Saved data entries
━━━━━━━━

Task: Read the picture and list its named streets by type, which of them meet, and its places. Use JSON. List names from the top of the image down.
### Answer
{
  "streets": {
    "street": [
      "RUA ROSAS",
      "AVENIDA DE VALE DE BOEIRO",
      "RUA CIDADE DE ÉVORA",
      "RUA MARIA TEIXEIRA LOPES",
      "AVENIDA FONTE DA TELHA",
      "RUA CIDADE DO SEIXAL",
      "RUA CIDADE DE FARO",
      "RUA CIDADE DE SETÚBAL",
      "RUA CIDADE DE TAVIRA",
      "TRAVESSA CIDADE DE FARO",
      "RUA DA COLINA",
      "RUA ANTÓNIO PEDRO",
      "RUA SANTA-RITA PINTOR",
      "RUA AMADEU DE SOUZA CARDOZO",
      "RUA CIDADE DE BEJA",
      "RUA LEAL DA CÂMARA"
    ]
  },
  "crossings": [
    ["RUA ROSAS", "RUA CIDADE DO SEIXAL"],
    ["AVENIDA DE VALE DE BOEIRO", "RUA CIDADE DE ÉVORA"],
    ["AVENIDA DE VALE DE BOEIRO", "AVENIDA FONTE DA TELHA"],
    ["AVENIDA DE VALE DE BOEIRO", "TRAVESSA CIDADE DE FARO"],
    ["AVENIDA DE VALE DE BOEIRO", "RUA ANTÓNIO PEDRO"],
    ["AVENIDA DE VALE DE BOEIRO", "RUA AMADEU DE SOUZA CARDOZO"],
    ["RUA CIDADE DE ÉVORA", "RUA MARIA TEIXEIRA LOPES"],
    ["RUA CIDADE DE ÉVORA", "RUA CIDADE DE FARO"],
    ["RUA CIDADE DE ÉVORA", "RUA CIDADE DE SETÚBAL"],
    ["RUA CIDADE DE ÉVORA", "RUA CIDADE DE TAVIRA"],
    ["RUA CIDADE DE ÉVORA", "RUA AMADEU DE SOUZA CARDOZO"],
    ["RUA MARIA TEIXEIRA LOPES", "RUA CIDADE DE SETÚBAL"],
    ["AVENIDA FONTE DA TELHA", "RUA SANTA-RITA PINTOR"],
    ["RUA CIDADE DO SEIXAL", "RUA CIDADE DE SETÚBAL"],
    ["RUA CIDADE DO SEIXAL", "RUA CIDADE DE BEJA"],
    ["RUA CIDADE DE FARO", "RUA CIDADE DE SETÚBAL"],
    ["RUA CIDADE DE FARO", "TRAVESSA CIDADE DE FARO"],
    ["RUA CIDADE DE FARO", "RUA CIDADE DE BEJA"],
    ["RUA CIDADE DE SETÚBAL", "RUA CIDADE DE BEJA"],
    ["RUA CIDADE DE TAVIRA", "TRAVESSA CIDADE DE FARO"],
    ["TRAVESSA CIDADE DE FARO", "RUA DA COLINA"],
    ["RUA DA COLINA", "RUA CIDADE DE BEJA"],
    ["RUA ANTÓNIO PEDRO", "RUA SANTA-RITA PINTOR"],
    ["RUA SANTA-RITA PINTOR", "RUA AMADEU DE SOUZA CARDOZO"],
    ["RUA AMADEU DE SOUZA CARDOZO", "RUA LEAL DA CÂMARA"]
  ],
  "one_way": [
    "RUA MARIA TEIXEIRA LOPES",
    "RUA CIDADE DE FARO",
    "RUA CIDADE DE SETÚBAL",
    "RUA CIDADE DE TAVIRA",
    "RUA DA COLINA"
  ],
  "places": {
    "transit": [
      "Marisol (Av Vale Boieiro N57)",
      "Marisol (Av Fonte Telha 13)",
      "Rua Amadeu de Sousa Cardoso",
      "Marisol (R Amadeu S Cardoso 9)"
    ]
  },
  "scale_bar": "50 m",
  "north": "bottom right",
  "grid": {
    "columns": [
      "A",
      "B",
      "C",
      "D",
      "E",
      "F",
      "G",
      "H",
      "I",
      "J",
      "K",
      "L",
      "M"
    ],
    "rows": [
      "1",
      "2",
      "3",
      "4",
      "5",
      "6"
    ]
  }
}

━━━━━━━━

[Work required]:
Each line above needs to be written out again exactly.

[Solution for this problem]:
Task: Read the picture and list its named streets by type, which of them meet, and its places. Use JSON. List names from the top of the image down.
### Answer
{
  "streets": {
    "street": [
      "RUA ROSAS",
      "AVENIDA DE VALE DE BOEIRO",
      "RUA CIDADE DE ÉVORA",
      "RUA MARIA TEIXEIRA LOPES",
      "AVENIDA FONTE DA TELHA",
      "RUA CIDADE DO SEIXAL",
      "RUA CIDADE DE FARO",
      "RUA CIDADE DE SETÚBAL",
      "RUA CIDADE DE TAVIRA",
      "TRAVESSA CIDADE DE FARO",
      "RUA DA COLINA",
      "RUA ANTÓNIO PEDRO",
      "RUA SANTA-RITA PINTOR",
      "RUA AMADEU DE SOUZA CARDOZO",
      "RUA CIDADE DE BEJA",
      "RUA LEAL DA CÂMARA"
    ]
  },
  "crossings": [
    ["RUA ROSAS", "RUA CIDADE DO SEIXAL"],
    ["AVENIDA DE VALE DE BOEIRO", "RUA CIDADE DE ÉVORA"],
    ["AVENIDA DE VALE DE BOEIRO", "AVENIDA FONTE DA TELHA"],
    ["AVENIDA DE VALE DE BOEIRO", "TRAVESSA CIDADE DE FARO"],
    ["AVENIDA DE VALE DE BOEIRO", "RUA ANTÓNIO PEDRO"],
    ["AVENIDA DE VALE DE BOEIRO", "RUA AMADEU DE SOUZA CARDOZO"],
    ["RUA CIDADE DE ÉVORA", "RUA MARIA TEIXEIRA LOPES"],
    ["RUA CIDADE DE ÉVORA", "RUA CIDADE DE FARO"],
    ["RUA CIDADE DE ÉVORA", "RUA CIDADE DE SETÚBAL"],
    ["RUA CIDADE DE ÉVORA", "RUA CIDADE DE TAVIRA"],
    ["RUA CIDADE DE ÉVORA", "RUA AMADEU DE SOUZA CARDOZO"],
    ["RUA MARIA TEIXEIRA LOPES", "RUA CIDADE DE SETÚBAL"],
    ["AVENIDA FONTE DA TELHA", "RUA SANTA-RITA PINTOR"],
    ["RUA CIDADE DO SEIXAL", "RUA CIDADE DE SETÚBAL"],
    ["RUA CIDADE DO SEIXAL", "RUA CIDADE DE BEJA"],
    ["RUA CIDADE DE FARO", "RUA CIDADE DE SETÚBAL"],
    ["RUA CIDADE DE FARO", "TRAVESSA CIDADE DE FARO"],
    ["RUA CIDADE DE FARO", "RUA CIDADE DE BEJA"],
    ["RUA CIDADE DE SETÚBAL", "RUA CIDADE DE BEJA"],
    ["RUA CIDADE DE TAVIRA", "TRAVESSA CIDADE DE FARO"],
    ["TRAVESSA CIDADE DE FARO", "RUA DA COLINA"],
    ["RUA DA COLINA", "RUA CIDADE DE BEJA"],
    ["RUA ANTÓNIO PEDRO", "RUA SANTA-RITA PINTOR"],
    ["RUA SANTA-RITA PINTOR", "RUA AMADEU DE SOUZA CARDOZO"],
    ["RUA AMADEU DE SOUZA CARDOZO", "RUA LEAL DA CÂMARA"]
  ],
  "one_way": [
    "RUA MARIA TEIXEIRA LOPES",
    "RUA CIDADE DE FARO",
    "RUA CIDADE DE SETÚBAL",
    "RUA CIDADE DE TAVIRA",
    "RUA DA COLINA"
  ],
  "places": {
    "transit": [
      "Marisol (Av Vale Boieiro N57)",
      "Marisol (Av Fonte Telha 13)",
      "Rua Amadeu de Sousa Cardoso",
      "Marisol (R Amadeu S Cardoso 9)"
    ]
  },
  "scale_bar": "50 m",
  "north": "bottom right",
  "grid": {
    "columns": [
      "A",
      "B",
      "C",
      "D",
      "E",
      "F",
      "G",
      "H",
      "I",
      "J",
      "K",
      "L",
      "M"
    ],
    "rows": [
      "1",
      "2",
      "3",
      "4",
      "5",
      "6"
    ]
  }
}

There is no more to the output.